Would you please copy every line from the records that contains the word "rows"?
== RECORDS ==
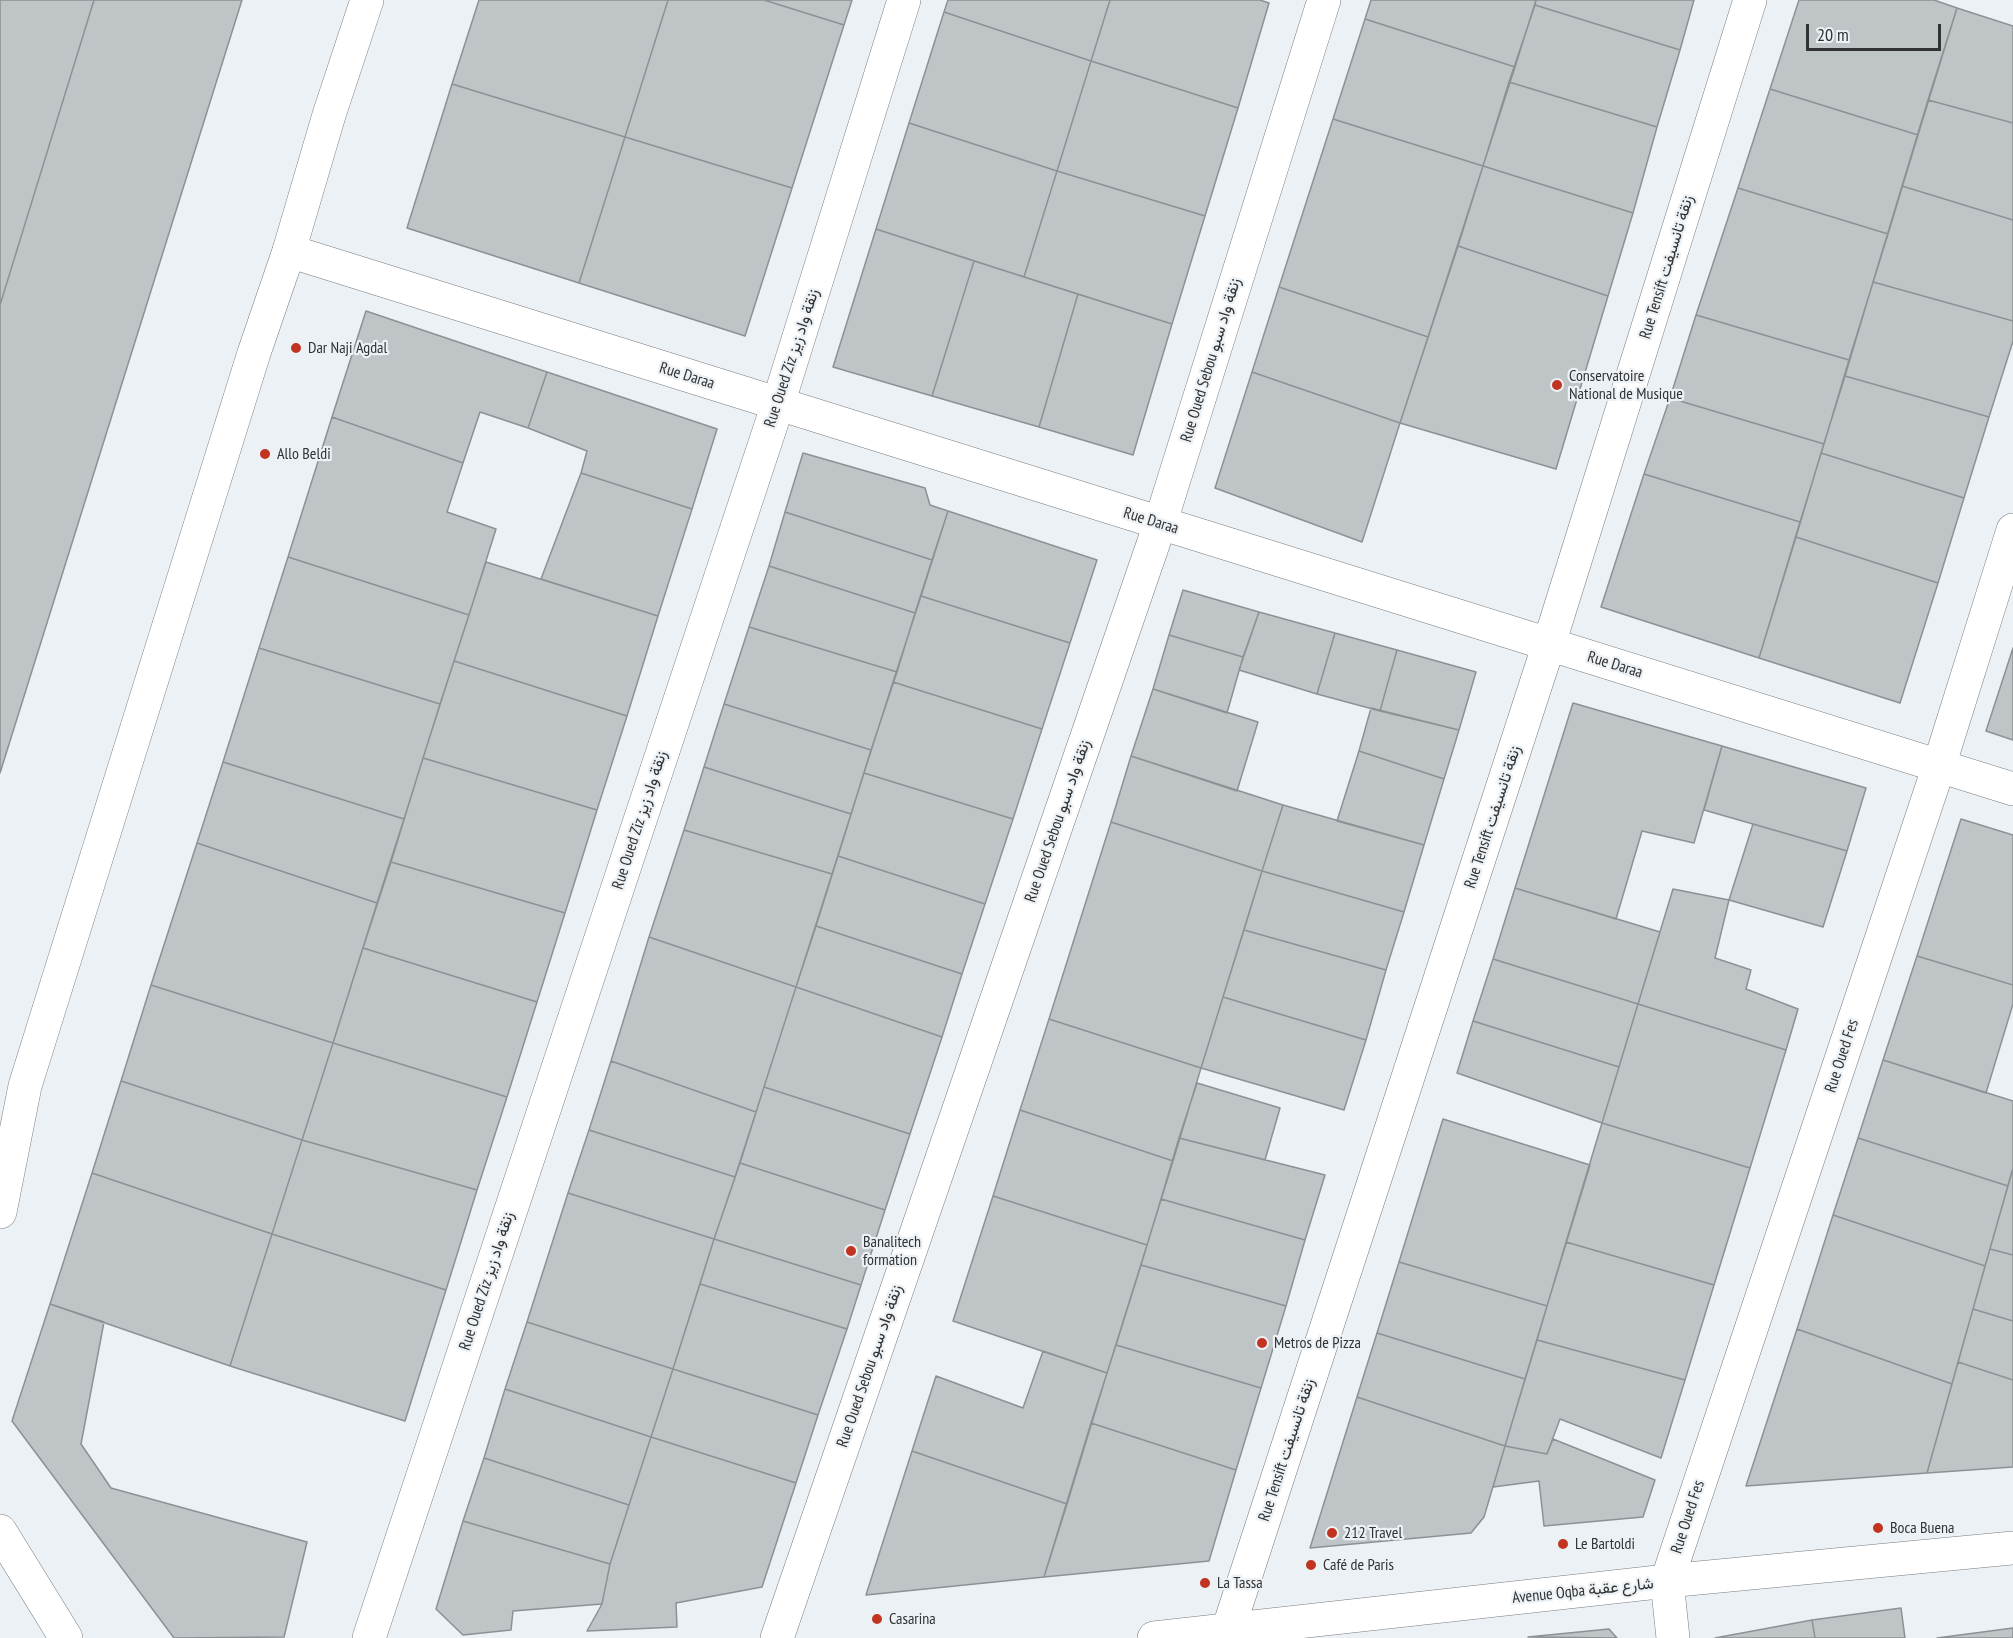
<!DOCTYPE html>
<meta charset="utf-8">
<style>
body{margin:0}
#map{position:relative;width:2013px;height:1638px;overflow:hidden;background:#ecf1f5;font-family:"PT Sans Narrow",sans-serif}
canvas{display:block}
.scale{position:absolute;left:1806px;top:24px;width:135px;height:27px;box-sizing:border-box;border:3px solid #303233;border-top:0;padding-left:8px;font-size:18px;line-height:21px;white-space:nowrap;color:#303233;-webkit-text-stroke:4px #ecf1f5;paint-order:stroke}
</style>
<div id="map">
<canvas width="2013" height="1638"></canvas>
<div class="scale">20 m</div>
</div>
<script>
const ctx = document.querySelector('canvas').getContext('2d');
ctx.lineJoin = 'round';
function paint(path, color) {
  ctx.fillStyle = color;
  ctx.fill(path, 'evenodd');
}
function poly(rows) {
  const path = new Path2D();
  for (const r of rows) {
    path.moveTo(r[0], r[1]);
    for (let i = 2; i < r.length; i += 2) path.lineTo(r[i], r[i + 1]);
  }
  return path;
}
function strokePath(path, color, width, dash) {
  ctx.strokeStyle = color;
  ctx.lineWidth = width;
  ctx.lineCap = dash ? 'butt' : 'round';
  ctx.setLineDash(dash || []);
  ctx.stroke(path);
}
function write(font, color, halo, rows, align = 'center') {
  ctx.font = font + ' "PT Sans Narrow",Vazirmatn,sans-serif';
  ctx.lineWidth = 4.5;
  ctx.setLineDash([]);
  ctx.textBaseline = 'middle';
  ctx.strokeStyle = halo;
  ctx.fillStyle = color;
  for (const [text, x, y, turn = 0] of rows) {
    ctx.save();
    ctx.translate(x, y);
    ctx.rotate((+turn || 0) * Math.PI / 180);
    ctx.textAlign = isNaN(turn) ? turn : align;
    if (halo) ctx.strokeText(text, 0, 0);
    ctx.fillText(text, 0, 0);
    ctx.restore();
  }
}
const building = poly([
 [0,0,94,0,0,305,0,0],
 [94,0,242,0,0,773,0,305,94,0],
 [479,0,668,0,625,137,452,84,479,0],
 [668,0,764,0,844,25,792,188,625,137,668,0],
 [764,0,852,0,844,25,764,0],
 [948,0,1110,0,1091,61,944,12,948,0],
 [1110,0,1260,0,1269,3,1238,108,1091,61,1110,0],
 [1371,0,1536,0,1515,67,1365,19,1371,0],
 [1536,0,1694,0,1680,50,1535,5,1536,0],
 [1799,0,1934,0,1957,8,1918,135,1770,89,1799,0],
 [1535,5,1680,50,1657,127,1509,82,1535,5],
 [1957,8,2013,26,2013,123,1928,100,1957,8],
 [944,12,1091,61,1057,171,909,123,944,12],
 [1365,19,1515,67,1483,166,1333,119,1365,19],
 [1091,61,1238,108,1205,216,1057,171,1091,61],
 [1509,82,1657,127,1633,213,1483,166,1509,82],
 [452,84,625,137,579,283,407,228,452,84],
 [1770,89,1918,135,1888,234,1738,188,1770,89],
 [1928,100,2013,123,2013,220,1902,186,1928,100],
 [1333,119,1483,166,1428,337,1279,287,1333,119],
 [909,123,1057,171,1024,277,876,229,909,123],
 [625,137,792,188,745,336,579,283,625,137],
 [1483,166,1633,213,1608,296,1458,246,1483,166],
 [1057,171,1205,216,1172,324,1024,277,1057,171],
 [1902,186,2013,220,2013,321,1873,282,1902,186],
 [1738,188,1888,234,1849,360,1696,315,1738,188],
 [876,229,974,261,932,396,833,367,876,229],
 [1458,246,1608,296,1556,469,1400,423,1458,246],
 [974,261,1078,294,1039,427,932,396,974,261],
 [1873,282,2013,321,2013,341,1989,417,1845,376,1873,282],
 [1279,287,1428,337,1400,423,1252,372,1279,287],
 [1078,294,1172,324,1133,455,1039,427,1078,294],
 [366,311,547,372,528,428,480,412,463,463,332,417,366,311],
 [1696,315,1849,360,1824,444,1670,398,1696,315],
 [547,372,717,429,692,509,581,473,587,451,528,428,547,372],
 [1252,372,1400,423,1362,542,1215,488,1252,372],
 [1845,376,1989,417,1964,498,1821,453,1845,376],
 [1670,398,1824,444,1800,522,1644,474,1670,398],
 [332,417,463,463,447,512,496,529,469,615,288,557,332,417],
 [803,453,925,488,930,505,948,511,932,560,785,512,803,453],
 [1821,453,1964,498,1938,583,1796,537,1821,453],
 [581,473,692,509,658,616,541,579,581,473],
 [1644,474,1800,522,1759,658,1601,607,1644,474],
 [948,511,1097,560,1070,643,921,596,948,511],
 [785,512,932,560,915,613,769,566,785,512],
 [1796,537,1938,583,1900,703,1759,658,1796,537],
 [288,557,469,615,440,704,259,648,288,557],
 [486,562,658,616,627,716,454,661,486,562],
 [769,566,915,613,897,672,749,627,769,566],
 [1183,590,1259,612,1243,657,1169,635,1183,590],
 [921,596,1070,643,1042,729,893,682,921,596],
 [1259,612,1335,633,1317,694,1239,670,1259,612],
 [749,627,897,672,871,750,724,704,749,627],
 [1335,633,1397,650,1380,711,1317,694,1335,633],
 [1169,635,1243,657,1227,713,1153,689,1169,635],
 [259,648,440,704,404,819,223,762,259,648],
 [2013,648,2013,740,1986,731,2013,648],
 [1397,650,1476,672,1459,730,1380,711,1397,650],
 [454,661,627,716,597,810,423,758,454,661],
 [893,682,1042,729,1013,819,864,773,893,682],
 [1153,689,1258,722,1237,791,1131,756,1153,689],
 [1573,703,1722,746,1694,843,1642,831,1616,919,1515,888,1573,703],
 [724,704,871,750,851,814,704,767,724,704],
 [1371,708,1459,730,1444,779,1359,751,1371,708],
 [1722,746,1866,788,1847,851,1704,810,1722,746],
 [1359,751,1444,779,1424,845,1337,821,1359,751],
 [1131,756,1283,805,1262,871,1111,822,1131,756],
 [423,758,597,810,565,913,391,862,423,758],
 [223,762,404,819,377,903,197,843,223,762],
 [704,767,851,814,832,874,684,830,704,767],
 [864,773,1013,819,985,904,838,856,864,773],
 [1283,805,1424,845,1404,912,1262,871,1283,805],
 [1961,819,2013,835,2013,985,1917,956,1961,819],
 [1111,822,1262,871,1201,1068,1049,1019,1111,822],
 [1753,824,1847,851,1823,927,1729,900,1753,824],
 [684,830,832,874,796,987,649,937,684,830],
 [197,843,377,903,333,1043,151,985,197,843],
 [838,856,985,904,962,974,816,926,838,856],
 [391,862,565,913,537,1002,363,948,391,862],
 [1262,871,1404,912,1386,970,1244,930,1262,871],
 [1515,888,1660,932,1638,1004,1493,959,1515,888],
 [1673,889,1729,900,1715,958,1751,970,1746,989,1798,1009,1786,1050,1638,1004,1673,889],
 [816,926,962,974,942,1037,796,987,816,926],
 [1244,930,1386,970,1366,1040,1223,997,1244,930],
 [649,937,796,987,756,1112,611,1061,649,937],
 [363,948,537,1002,507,1097,333,1043,363,948],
 [1917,956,2013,985,2013,1004,1986,1093,1883,1060,1917,956],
 [1493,959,1638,1004,1619,1067,1473,1021,1493,959],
 [151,985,333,1043,302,1140,121,1081,151,985],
 [796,987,942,1037,910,1134,764,1087,796,987],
 [1223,997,1366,1040,1344,1110,1201,1068,1223,997],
 [1638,1004,1786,1050,1750,1168,1602,1123,1638,1004],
 [1049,1019,1201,1068,1173,1161,1020,1110,1049,1019],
 [1473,1021,1619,1067,1602,1123,1457,1073,1473,1021],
 [333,1043,507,1097,477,1190,302,1140,333,1043],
 [1883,1060,2013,1101,2013,1168,2008,1186,1858,1138,1883,1060],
 [611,1061,756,1112,735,1177,589,1130,611,1061],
 [121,1081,302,1140,272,1234,92,1173,121,1081],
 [1197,1083,1280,1108,1265,1160,1179,1138,1197,1083],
 [764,1087,910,1134,885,1210,740,1163,764,1087],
 [1020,1110,1173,1161,1147,1245,993,1196,1020,1110],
 [1443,1119,1590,1165,1547,1306,1399,1262,1443,1119],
 [1602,1123,1750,1168,1714,1285,1566,1242,1602,1123],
 [589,1130,735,1177,714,1239,568,1193,589,1130],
 [1179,1138,1325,1175,1305,1240,1161,1199,1179,1138],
 [1858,1138,2008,1186,1985,1266,1833,1215,1858,1138],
 [302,1140,477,1190,446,1290,272,1234,302,1140],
 [740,1163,885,1210,861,1285,714,1239,740,1163],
 [2012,1171,2013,1172,2013,1255,1990,1249,2012,1171],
 [92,1173,272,1234,230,1366,50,1304,92,1173],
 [568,1193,714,1239,673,1369,527,1322,568,1193],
 [993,1196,1147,1245,1107,1373,953,1321,993,1196],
 [1161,1199,1305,1240,1286,1306,1141,1265,1161,1199],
 [1833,1215,1985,1266,1952,1384,1797,1329,1833,1215],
 [272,1234,446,1290,405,1421,230,1366,272,1234],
 [714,1239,861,1285,847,1329,700,1284,714,1239],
 [1566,1242,1714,1285,1685,1380,1537,1340,1566,1242],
 [1990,1249,2013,1255,2013,1321,1973,1309,1990,1249],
 [1399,1262,1547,1306,1525,1379,1377,1333,1399,1262],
 [1141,1265,1286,1306,1261,1388,1116,1345,1141,1265],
 [700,1284,847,1329,818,1415,673,1369,700,1284],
 [50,1304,104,1322,81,1444,111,1488,307,1542,284,1637,174,1638,12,1421,50,1304],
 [1973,1309,2013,1321,2013,1380,1958,1362,1973,1309],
 [527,1322,673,1369,651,1437,505,1389,527,1322],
 [1797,1329,1952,1384,1927,1473,1746,1486,1797,1329],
 [1377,1333,1525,1379,1505,1446,1357,1397,1377,1333],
 [1537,1340,1685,1380,1661,1458,1560,1419,1547,1454,1505,1446,1537,1340],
 [1116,1345,1261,1388,1236,1470,1091,1423,1116,1345],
 [1043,1351,1107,1373,1067,1504,912,1451,936,1376,1023,1408,1043,1351],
 [1958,1362,2013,1380,2013,1467,1927,1473,1958,1362],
 [673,1369,818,1415,796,1483,651,1437,673,1369],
 [505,1389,651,1437,629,1505,484,1458,505,1389],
 [1357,1397,1505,1446,1484,1517,1471,1533,1310,1548,1357,1397],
 [1091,1423,1236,1470,1209,1561,1044,1577,1091,1423],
 [651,1437,796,1483,762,1587,676,1603,677,1627,587,1631,602,1604,610,1564,651,1437],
 [1553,1439,1655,1480,1643,1517,1544,1526,1539,1481,1493,1487,1505,1446,1547,1454,1553,1439],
 [912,1451,1067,1504,1044,1577,866,1595,912,1451],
 [484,1458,629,1505,610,1564,463,1521,484,1458],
 [463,1521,610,1564,602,1604,513,1611,511,1630,463,1635,436,1609,463,1521],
 [1901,1608,1905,1638,1815,1638,1812,1620,1901,1608],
 [1812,1620,1815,1638,1715,1638,1812,1620],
 [2013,1628,2013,1638,1937,1638,2013,1628],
 [1609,1629,1617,1638,1528,1637,1609,1629]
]);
paint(building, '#bfc4c7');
strokePath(building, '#8c9194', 1.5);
const street = poly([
 [289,251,2013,789],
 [1228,1630,1549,644,1750,0],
 [369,1638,778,404,904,0],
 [777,1638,1160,524,1324,0],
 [1154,1638,1667,1581,2013,1548],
 [1673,1638,1667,1581,1939,766,2013,530]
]);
const secondary = poly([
 [0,1212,25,1086,254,353,289,251,329,115,367,0],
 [0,1531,66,1638]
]);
strokePath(street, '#787c80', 34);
strokePath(secondary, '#787c80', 34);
strokePath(street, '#fff', 33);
strokePath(secondary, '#fff', 33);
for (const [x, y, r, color] of [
 [296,348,6,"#c03421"],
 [1557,385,6,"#c03421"],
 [265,454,6,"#c03421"],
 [851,1251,6,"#c03421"],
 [1262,1343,6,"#c03421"],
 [1878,1528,6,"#c03421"],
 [1332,1533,6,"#c03421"],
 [1563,1544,6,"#c03421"],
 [1311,1565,6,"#c03421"],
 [1205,1583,6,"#c03421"],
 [877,1619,6,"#c03421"]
]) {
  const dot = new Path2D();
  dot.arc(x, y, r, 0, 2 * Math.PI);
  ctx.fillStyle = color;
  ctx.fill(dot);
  strokePath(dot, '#ecf1f5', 2);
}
write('16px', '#303233', '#ecf1f5', [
 ["Rue Tensift زنقة تانسيفت",1667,267,-73],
 ["Rue Oued Ziz زنقة واد زيز",792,358,-72],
 ["Rue Oued Sebou زنقة واد سبو",1211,360,-73],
 ["Rue Daraa",687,376,17],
 ["Rue Daraa",1151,521,17],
 ["Rue Daraa",1615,665,17],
 ["Rue Tensift زنقة تانسيفت",1493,817,-72],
 ["Rue Oued Ziz زنقة واد زيز",640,820,-72],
 ["Rue Oued Sebou زنقة واد سبو",1058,821,-71],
 ["Rue Oued Fes",1842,1056,-72],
 ["Rue Oued Ziz زنقة واد زيز",487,1281,-72],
 ["Rue Oued Sebou زنقة واد سبو",870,1366,-71],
 ["Rue Tensift زنقة تانسيفت",1287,1450,-72],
 ["Rue Oued Fes",1688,1517,-72],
 ["Avenue Oqba شارع عقبة",1583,1591,-6]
]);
write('16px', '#303233', '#ecf1f5', [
 ["Dar Naji Agdal",308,348],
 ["Conservatoire",1569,376],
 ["National de Musique",1569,394],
 ["Allo Beldi",277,454],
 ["Banalitech",863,1242],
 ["formation",863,1260],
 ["Metros de Pizza",1274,1343],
 ["Boca Buena",1890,1528],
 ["212 Travel",1344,1533],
 ["Le Bartoldi",1575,1544],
 ["Café de Paris",1323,1565],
 ["La Tassa",1217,1583],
 ["Casarina",889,1619]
], 'left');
</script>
===
§ **SOLUTION**:
function poly(rows) {
  for (const r of rows) {
function write(font, color, halo, rows, align = 'center') {
  for (const [text, x, y, turn = 0] of rows) {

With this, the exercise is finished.